[Stored data entries]

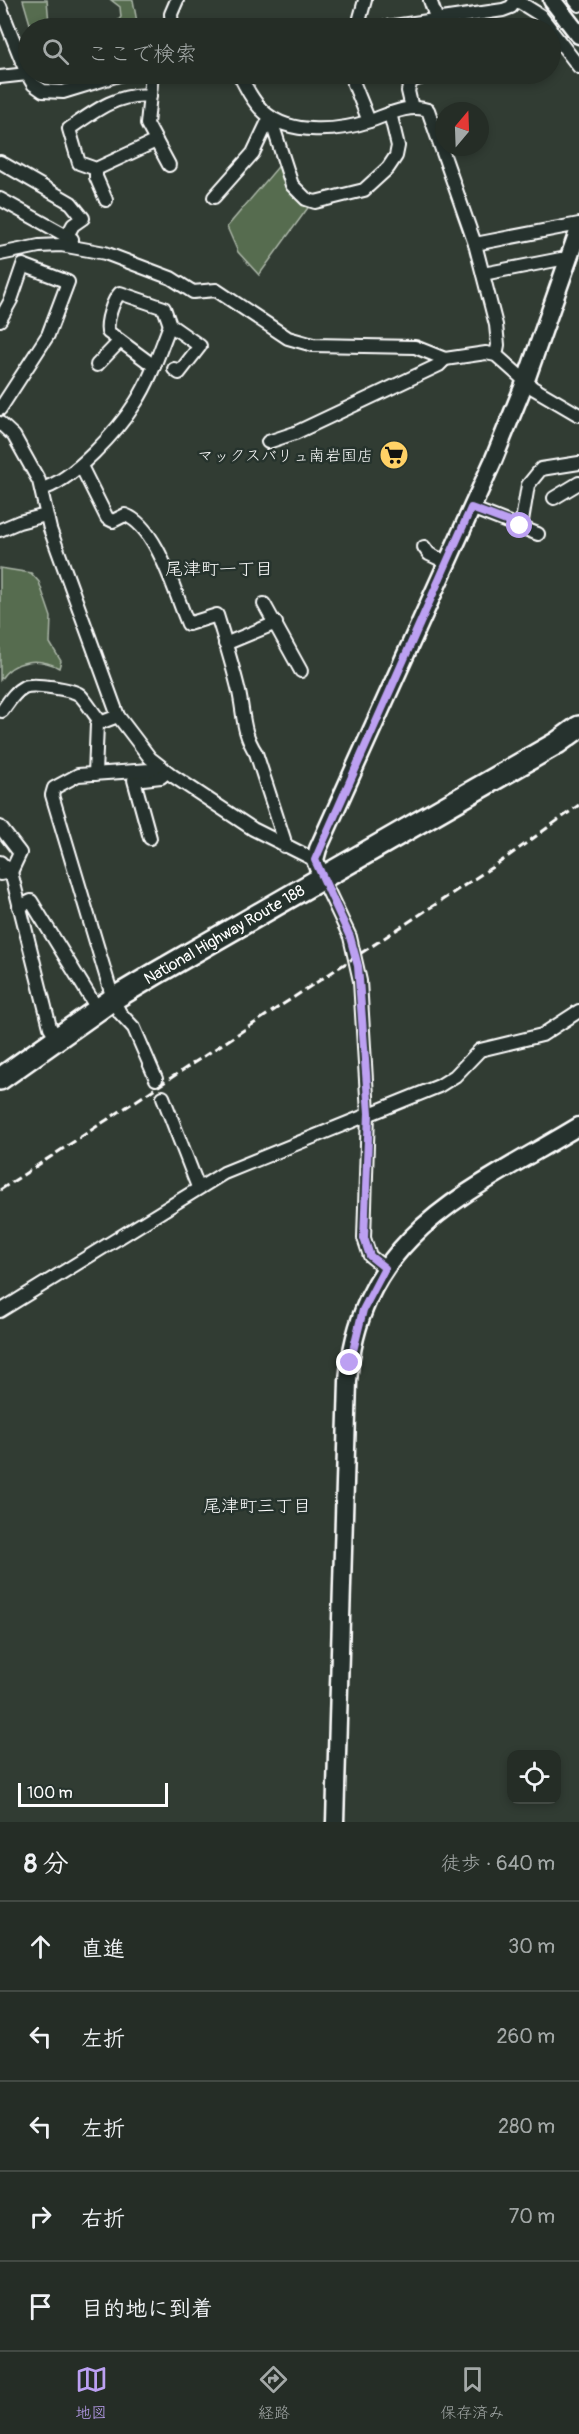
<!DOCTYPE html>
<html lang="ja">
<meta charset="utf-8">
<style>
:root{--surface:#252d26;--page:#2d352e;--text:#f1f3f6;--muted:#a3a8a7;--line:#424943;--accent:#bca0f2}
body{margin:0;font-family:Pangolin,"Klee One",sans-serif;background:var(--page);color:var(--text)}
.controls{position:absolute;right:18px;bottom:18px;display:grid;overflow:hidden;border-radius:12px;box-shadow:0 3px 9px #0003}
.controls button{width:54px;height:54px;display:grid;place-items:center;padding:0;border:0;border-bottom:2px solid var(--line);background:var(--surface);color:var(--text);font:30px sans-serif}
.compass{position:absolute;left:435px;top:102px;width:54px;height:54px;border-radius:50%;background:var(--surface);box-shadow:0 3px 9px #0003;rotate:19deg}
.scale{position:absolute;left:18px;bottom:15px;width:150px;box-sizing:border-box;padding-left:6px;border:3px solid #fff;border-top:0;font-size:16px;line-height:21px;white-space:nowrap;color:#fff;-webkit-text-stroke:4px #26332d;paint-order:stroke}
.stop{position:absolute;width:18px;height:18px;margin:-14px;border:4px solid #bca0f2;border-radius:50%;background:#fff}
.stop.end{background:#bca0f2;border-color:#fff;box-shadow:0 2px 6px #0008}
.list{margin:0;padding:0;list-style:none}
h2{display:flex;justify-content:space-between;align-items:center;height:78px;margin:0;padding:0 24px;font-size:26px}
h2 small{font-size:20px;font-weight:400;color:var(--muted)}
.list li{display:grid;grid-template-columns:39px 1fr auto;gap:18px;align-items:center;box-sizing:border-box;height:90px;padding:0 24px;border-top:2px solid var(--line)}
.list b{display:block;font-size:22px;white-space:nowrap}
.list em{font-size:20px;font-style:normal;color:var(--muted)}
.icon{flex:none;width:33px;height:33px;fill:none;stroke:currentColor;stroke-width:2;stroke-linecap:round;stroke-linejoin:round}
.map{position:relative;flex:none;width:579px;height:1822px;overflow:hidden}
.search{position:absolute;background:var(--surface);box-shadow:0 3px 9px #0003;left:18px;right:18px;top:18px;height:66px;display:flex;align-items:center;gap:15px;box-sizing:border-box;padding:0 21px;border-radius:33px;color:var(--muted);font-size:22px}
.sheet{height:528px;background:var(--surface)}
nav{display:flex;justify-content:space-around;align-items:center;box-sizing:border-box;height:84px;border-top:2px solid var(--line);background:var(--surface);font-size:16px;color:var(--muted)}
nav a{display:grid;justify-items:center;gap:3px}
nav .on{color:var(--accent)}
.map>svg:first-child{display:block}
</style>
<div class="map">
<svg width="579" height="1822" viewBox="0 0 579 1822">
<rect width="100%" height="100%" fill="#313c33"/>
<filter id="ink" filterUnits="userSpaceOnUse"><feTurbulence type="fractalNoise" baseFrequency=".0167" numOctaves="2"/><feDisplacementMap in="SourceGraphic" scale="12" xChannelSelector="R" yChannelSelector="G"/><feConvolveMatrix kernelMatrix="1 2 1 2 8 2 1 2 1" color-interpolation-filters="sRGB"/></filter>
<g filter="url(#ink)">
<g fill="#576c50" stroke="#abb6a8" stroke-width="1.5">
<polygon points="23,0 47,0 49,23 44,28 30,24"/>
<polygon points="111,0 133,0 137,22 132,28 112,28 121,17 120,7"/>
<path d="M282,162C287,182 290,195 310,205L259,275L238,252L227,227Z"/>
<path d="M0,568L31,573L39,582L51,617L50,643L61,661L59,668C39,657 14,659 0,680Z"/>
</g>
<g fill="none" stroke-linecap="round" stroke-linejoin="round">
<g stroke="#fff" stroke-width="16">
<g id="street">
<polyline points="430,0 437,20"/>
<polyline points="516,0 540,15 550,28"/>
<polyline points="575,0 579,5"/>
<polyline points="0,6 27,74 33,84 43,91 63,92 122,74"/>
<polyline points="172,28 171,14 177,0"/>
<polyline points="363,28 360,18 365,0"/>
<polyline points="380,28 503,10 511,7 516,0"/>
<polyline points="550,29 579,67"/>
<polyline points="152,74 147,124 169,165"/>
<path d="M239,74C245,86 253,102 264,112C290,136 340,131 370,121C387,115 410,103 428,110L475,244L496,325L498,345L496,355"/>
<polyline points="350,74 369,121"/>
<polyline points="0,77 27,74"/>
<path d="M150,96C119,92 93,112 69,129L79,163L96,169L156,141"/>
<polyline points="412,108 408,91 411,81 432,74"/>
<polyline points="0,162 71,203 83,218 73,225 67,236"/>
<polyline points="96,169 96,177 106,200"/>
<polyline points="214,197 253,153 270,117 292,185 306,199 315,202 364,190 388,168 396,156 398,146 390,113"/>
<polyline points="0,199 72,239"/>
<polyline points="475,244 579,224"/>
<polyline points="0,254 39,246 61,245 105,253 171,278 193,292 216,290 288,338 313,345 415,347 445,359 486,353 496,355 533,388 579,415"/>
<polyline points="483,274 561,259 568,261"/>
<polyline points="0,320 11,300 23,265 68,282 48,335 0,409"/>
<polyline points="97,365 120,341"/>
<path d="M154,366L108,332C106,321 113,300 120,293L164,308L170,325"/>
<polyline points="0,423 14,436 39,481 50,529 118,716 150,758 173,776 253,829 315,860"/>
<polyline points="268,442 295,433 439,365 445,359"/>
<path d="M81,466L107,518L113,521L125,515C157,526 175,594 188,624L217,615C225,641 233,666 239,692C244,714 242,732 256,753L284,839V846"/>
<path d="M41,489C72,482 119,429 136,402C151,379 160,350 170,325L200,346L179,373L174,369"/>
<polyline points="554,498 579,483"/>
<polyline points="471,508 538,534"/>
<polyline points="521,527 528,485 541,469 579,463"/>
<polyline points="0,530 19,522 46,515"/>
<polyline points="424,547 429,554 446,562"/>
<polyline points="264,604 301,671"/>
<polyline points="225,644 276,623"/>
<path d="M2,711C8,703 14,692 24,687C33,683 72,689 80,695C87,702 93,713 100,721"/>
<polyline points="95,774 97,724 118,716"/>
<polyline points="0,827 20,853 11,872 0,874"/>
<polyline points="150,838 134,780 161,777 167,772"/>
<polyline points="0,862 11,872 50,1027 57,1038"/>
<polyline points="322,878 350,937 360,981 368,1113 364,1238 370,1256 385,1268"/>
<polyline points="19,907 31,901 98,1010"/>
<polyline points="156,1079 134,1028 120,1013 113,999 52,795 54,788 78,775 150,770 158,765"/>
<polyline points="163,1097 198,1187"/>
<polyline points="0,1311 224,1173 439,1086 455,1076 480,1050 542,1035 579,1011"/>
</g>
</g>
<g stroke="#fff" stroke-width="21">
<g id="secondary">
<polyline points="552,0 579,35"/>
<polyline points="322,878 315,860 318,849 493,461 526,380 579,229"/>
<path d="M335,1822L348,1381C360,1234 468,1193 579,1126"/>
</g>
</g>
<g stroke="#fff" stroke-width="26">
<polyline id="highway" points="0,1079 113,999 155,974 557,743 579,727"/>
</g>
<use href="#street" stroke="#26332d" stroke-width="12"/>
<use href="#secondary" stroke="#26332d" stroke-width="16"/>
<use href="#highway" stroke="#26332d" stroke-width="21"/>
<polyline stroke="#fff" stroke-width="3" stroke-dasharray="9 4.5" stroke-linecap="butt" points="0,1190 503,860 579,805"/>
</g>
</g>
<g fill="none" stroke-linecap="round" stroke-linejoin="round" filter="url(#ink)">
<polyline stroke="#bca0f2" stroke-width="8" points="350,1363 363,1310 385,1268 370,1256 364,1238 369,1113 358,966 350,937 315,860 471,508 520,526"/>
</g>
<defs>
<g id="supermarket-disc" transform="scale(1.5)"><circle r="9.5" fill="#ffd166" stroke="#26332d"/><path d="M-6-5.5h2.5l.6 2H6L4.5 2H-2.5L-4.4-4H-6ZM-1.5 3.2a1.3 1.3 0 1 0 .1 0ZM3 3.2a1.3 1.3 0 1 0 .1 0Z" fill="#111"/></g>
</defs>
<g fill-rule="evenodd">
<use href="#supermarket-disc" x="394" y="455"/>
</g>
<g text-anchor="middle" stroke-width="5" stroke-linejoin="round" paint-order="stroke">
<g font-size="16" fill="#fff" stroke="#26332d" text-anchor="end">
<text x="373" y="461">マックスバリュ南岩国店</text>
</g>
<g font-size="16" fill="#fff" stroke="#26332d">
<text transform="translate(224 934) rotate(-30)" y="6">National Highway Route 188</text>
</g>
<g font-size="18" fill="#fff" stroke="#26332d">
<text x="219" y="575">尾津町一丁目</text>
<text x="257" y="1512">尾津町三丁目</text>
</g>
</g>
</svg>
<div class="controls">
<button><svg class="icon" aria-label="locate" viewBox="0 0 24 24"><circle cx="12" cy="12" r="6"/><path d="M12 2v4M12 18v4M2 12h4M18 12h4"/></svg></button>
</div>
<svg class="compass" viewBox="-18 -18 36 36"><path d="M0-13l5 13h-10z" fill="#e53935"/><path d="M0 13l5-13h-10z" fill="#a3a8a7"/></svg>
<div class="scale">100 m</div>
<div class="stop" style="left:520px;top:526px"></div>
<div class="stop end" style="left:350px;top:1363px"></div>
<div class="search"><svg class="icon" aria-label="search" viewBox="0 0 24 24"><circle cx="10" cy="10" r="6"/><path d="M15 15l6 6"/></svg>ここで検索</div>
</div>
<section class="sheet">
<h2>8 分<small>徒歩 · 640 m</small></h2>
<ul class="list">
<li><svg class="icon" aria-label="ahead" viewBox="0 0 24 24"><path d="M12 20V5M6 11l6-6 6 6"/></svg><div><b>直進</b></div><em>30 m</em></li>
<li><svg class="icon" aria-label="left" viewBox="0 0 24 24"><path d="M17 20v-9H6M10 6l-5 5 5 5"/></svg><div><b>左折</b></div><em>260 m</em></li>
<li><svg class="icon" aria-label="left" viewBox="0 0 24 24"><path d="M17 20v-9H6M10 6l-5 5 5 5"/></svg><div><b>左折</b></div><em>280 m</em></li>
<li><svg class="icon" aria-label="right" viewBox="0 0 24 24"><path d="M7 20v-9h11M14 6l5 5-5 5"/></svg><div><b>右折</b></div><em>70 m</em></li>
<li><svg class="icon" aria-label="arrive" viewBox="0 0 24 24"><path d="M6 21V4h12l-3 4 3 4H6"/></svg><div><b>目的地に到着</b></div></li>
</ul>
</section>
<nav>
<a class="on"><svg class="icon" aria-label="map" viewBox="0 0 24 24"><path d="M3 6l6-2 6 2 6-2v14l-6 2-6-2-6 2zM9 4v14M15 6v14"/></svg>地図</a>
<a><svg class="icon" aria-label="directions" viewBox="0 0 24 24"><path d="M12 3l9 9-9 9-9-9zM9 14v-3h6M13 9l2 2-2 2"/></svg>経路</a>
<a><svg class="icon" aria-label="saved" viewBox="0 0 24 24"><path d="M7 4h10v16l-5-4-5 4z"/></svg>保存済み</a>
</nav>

**Task statement**
Where a line in the entries holds "hidden", copy that line.

**Finished task**
.controls{position:absolute;right:18px;bottom:18px;display:grid;overflow:hidden;border-radius:12px;box-shadow:0 3px 9px #0003}
.map{position:relative;flex:none;width:579px;height:1822px;overflow:hidden}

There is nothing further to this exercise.